The oil price has recovered steadily since OPEC said last month that it would reduce production, with details to be hammered out at the cartel's November meeting, and such a deal would "speed up the process" of working off global oil inventories, the IEA said in its monthly report.
"Even with tentative signs that bulging inventories are starting to decline, our supply-demand outlook suggests that the market -- if left to its own devices -- may remain in oversupply through the first half of next year," the IEA said.
Initially greeted with scepticism among analysts, OPEC's agreement to cut output has gained traction in the oil market, with the IEA noting that the oil price has risen by 15 per cent since the cartel's announcement on September 28.
Oil prices rose to their highest level in several months after Russian President Vladimir Putin said yesterday that his country, not a member of the cartel, was ready to align with OPEC's push to limit oil output.

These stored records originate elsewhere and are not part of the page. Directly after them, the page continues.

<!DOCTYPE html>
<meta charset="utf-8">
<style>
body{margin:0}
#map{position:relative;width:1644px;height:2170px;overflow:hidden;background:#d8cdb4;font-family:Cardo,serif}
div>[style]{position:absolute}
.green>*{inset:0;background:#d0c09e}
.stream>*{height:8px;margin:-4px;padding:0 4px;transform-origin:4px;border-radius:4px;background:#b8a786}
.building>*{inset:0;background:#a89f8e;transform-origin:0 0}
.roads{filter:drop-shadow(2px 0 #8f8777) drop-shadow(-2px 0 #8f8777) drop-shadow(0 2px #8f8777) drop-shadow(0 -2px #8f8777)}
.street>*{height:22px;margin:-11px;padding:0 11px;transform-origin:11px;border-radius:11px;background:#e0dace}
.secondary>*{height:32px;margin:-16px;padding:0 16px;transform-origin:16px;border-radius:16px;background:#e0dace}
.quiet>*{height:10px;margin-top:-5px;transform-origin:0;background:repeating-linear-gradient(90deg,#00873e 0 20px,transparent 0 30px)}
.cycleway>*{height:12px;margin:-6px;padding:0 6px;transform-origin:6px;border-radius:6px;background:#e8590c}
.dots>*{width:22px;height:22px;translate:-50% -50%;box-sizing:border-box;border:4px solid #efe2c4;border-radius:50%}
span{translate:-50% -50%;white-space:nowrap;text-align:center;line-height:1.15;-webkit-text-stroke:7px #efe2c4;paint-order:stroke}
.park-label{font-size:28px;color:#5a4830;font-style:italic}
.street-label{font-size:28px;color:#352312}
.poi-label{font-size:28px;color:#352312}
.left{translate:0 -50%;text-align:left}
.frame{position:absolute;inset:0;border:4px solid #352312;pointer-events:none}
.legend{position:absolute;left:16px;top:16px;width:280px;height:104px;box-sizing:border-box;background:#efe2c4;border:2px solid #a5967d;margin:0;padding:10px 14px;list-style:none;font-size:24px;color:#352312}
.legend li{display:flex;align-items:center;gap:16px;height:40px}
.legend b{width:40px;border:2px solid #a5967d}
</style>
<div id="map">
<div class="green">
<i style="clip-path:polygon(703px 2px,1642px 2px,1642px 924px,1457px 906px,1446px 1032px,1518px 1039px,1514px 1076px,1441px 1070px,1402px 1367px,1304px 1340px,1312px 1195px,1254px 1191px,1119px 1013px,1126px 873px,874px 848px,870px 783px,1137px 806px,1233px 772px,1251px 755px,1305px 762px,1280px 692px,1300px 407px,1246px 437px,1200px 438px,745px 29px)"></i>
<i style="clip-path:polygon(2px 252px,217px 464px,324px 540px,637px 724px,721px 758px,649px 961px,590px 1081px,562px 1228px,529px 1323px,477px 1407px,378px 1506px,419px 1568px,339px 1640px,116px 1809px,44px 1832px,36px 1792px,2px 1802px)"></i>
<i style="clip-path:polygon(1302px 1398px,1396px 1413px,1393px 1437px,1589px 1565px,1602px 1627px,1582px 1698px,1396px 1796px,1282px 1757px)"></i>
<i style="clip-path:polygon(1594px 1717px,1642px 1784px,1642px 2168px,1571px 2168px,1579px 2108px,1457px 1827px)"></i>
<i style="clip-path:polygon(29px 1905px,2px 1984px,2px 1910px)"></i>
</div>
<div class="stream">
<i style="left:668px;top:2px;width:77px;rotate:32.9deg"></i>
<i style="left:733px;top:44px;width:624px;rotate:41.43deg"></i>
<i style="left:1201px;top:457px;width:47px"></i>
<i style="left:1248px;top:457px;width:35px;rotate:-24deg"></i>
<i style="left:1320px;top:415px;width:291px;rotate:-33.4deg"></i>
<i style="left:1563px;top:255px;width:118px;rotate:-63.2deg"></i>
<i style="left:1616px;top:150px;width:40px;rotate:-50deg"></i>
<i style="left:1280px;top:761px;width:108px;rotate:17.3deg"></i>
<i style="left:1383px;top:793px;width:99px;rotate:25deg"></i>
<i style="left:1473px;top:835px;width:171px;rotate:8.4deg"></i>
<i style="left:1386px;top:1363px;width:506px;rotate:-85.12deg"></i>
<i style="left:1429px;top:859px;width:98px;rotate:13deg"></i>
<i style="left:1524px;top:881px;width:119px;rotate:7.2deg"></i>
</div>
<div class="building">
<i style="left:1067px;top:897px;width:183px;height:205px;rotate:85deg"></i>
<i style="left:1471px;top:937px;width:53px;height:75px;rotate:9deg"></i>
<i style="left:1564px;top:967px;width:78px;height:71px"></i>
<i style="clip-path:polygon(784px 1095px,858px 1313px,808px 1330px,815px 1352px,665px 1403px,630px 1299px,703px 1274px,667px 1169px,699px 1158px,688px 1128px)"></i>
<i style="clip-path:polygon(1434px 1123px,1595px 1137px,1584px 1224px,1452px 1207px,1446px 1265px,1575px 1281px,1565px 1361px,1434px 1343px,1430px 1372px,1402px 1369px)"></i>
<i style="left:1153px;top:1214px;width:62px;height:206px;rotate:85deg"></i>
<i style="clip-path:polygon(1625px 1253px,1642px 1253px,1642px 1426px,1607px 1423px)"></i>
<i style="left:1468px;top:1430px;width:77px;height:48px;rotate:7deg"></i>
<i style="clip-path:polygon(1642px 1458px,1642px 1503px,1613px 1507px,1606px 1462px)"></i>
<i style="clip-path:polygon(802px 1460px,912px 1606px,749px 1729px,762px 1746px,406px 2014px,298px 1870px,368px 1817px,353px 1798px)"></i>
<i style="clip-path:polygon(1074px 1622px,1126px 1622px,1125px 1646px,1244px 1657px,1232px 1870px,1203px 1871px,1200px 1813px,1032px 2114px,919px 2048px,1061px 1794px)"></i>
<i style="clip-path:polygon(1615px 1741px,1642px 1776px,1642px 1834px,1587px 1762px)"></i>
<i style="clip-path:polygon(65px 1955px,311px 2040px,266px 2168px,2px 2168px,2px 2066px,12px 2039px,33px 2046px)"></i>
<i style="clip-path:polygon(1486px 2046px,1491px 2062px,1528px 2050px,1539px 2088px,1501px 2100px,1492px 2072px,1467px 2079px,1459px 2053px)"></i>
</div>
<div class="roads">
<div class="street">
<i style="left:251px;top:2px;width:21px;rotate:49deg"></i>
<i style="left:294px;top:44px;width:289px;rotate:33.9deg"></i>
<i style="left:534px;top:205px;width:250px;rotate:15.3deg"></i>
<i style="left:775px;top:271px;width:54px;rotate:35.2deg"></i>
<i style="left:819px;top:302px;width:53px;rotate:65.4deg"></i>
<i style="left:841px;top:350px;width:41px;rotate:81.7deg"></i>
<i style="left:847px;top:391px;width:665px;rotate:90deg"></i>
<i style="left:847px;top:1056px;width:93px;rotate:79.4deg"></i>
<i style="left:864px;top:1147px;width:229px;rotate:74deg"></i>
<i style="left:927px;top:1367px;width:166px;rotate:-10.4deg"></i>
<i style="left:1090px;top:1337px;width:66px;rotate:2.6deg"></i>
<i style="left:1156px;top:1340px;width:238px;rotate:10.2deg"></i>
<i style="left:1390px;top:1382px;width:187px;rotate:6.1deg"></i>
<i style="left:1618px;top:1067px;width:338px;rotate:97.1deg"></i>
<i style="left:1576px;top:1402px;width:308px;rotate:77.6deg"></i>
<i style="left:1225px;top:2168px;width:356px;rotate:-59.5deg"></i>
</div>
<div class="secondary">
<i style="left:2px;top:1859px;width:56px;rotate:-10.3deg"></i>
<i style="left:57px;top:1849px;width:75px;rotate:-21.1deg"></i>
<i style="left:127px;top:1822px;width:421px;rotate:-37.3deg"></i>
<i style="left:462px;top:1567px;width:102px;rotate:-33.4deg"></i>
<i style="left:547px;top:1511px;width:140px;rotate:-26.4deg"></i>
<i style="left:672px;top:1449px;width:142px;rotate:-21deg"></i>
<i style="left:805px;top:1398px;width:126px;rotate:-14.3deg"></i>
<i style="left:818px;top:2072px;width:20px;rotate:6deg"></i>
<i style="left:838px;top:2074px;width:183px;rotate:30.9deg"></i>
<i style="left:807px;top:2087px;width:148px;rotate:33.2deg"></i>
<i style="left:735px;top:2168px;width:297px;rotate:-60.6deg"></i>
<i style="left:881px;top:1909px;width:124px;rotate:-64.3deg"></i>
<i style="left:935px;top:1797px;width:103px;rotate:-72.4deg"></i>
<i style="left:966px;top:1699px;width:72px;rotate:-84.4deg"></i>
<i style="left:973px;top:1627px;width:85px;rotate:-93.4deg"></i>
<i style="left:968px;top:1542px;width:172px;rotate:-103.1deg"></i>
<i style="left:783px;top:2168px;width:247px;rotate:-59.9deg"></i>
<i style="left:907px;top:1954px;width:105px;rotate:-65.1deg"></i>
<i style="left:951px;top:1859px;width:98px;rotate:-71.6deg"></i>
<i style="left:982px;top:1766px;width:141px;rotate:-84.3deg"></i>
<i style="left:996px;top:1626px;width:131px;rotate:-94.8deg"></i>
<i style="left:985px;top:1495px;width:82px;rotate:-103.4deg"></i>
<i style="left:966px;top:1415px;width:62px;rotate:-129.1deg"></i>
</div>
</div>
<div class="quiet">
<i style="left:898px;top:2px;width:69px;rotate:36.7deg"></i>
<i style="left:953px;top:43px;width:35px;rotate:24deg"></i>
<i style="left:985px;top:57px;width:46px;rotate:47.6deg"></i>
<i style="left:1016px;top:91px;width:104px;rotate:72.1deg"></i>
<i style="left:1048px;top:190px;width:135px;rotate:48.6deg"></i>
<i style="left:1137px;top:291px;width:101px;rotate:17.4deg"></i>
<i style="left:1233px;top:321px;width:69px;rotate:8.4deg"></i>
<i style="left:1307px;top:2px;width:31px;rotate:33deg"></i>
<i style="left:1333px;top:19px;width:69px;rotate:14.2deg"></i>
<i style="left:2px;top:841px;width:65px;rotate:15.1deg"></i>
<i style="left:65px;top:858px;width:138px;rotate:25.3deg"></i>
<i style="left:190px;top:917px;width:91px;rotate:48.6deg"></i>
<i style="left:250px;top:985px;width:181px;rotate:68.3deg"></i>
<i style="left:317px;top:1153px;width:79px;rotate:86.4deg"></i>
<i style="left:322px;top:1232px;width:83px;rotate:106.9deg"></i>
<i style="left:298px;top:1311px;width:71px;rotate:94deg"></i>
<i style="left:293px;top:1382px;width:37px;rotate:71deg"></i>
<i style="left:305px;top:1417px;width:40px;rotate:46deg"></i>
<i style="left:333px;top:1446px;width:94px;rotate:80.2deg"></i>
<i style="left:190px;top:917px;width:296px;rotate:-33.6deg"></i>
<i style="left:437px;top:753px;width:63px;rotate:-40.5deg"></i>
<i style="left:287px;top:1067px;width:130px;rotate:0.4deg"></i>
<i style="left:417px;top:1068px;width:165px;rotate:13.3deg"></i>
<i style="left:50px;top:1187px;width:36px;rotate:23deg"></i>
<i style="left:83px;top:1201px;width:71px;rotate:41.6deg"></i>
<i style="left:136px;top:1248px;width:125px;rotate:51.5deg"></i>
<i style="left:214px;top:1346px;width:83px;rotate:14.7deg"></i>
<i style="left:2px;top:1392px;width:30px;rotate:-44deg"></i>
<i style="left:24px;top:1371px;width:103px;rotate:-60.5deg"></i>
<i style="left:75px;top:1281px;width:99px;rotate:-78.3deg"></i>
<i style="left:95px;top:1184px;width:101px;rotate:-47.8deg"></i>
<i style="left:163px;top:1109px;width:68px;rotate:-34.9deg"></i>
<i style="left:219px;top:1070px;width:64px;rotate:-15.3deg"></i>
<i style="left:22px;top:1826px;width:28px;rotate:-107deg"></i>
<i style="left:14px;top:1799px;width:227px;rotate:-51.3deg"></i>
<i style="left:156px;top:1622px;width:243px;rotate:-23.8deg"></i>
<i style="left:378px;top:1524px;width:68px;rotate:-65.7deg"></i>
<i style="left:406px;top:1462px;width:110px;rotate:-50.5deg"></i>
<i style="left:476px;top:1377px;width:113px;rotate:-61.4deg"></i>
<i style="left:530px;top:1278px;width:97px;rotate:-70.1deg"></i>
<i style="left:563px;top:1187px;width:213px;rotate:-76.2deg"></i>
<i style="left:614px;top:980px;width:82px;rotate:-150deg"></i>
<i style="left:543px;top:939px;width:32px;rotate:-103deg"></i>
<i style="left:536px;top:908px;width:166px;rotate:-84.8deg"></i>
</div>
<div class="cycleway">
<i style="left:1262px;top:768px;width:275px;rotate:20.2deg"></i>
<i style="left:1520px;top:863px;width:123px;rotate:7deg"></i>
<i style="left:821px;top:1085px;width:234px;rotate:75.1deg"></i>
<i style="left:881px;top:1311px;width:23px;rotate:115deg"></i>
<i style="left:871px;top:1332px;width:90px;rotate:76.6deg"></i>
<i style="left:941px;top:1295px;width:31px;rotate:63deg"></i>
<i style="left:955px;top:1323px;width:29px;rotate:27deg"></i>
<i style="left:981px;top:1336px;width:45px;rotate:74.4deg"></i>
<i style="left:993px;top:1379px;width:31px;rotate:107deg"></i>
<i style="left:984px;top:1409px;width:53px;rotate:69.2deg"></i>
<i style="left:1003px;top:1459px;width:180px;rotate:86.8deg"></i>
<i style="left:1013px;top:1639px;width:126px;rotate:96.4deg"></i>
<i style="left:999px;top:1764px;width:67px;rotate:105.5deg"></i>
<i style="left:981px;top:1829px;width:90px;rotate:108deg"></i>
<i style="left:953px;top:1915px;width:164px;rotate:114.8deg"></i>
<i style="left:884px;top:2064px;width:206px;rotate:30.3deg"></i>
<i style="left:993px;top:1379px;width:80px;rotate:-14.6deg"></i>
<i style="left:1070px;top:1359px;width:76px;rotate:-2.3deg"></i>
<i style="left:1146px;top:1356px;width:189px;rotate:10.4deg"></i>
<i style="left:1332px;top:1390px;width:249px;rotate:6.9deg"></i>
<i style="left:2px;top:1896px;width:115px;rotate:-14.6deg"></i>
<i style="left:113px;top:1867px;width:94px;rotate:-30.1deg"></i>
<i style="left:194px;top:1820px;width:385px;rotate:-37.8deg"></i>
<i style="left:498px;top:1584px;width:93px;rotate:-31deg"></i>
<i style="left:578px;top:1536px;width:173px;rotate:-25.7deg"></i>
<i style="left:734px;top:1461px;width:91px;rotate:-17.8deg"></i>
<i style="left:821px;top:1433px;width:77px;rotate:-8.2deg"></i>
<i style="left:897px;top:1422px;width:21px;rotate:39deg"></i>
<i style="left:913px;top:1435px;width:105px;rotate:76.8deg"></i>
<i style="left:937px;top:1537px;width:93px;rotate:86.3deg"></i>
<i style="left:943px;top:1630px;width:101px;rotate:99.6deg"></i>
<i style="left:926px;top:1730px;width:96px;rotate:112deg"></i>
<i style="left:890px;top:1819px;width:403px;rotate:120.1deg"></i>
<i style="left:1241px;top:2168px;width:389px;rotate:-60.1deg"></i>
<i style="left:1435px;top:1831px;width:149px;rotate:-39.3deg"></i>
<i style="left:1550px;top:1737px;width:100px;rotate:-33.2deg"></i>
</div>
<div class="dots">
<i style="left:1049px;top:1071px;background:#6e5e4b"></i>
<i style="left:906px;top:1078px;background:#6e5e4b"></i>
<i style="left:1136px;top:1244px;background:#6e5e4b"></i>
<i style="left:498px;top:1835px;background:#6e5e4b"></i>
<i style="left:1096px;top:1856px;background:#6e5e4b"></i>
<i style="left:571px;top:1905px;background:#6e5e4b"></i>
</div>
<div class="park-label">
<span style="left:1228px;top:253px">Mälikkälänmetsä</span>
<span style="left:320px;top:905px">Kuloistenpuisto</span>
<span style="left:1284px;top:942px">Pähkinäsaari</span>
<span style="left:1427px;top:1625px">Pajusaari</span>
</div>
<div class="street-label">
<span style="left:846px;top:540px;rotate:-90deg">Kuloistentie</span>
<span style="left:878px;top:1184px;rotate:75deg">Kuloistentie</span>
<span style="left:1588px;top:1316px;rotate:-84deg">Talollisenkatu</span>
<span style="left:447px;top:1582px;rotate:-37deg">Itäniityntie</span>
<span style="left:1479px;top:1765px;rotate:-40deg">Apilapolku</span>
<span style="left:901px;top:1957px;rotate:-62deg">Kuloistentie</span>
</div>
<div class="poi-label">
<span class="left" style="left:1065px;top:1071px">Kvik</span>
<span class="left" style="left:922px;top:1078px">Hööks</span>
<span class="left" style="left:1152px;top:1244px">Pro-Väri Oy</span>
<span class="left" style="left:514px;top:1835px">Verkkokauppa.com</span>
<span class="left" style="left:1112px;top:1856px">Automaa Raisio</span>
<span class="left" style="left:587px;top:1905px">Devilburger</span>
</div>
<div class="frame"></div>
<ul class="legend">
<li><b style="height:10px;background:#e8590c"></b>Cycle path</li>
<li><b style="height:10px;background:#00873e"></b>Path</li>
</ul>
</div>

In morning European trade today, both WTI and Brent held well above the key USD 50 (45 euro) level per barrel, at USD 50.90 and USD 52.89, respectively.
OPEC members, led by kingpin Saudi Arabia, have been pumping oil at record levels to gain market share over higher-cost rivals, in what the IEA today called a "free-wheeling strategy".
The Paris-based agency said that crude supply from OPEC's 14 members stood at an all-time high in September.
The cost has been a dramatic fall in the oil price since 2014, causing acute financial pain for all producers, "even those with hefty financial reserves, such as Saudi Arabia", the IEA said.
But OPEC may finally be turning the page.
"Now with the market share war coming closer to an end, we can say that the worst for oil is behind us," said Hussein Sayed, chief market strategist at FXTM, a brokerage.
At its September meeting, OPEC said it had agreed to cut its supply by up to 750,000 barrels per day to between 32.5 and 33 million barrels per day.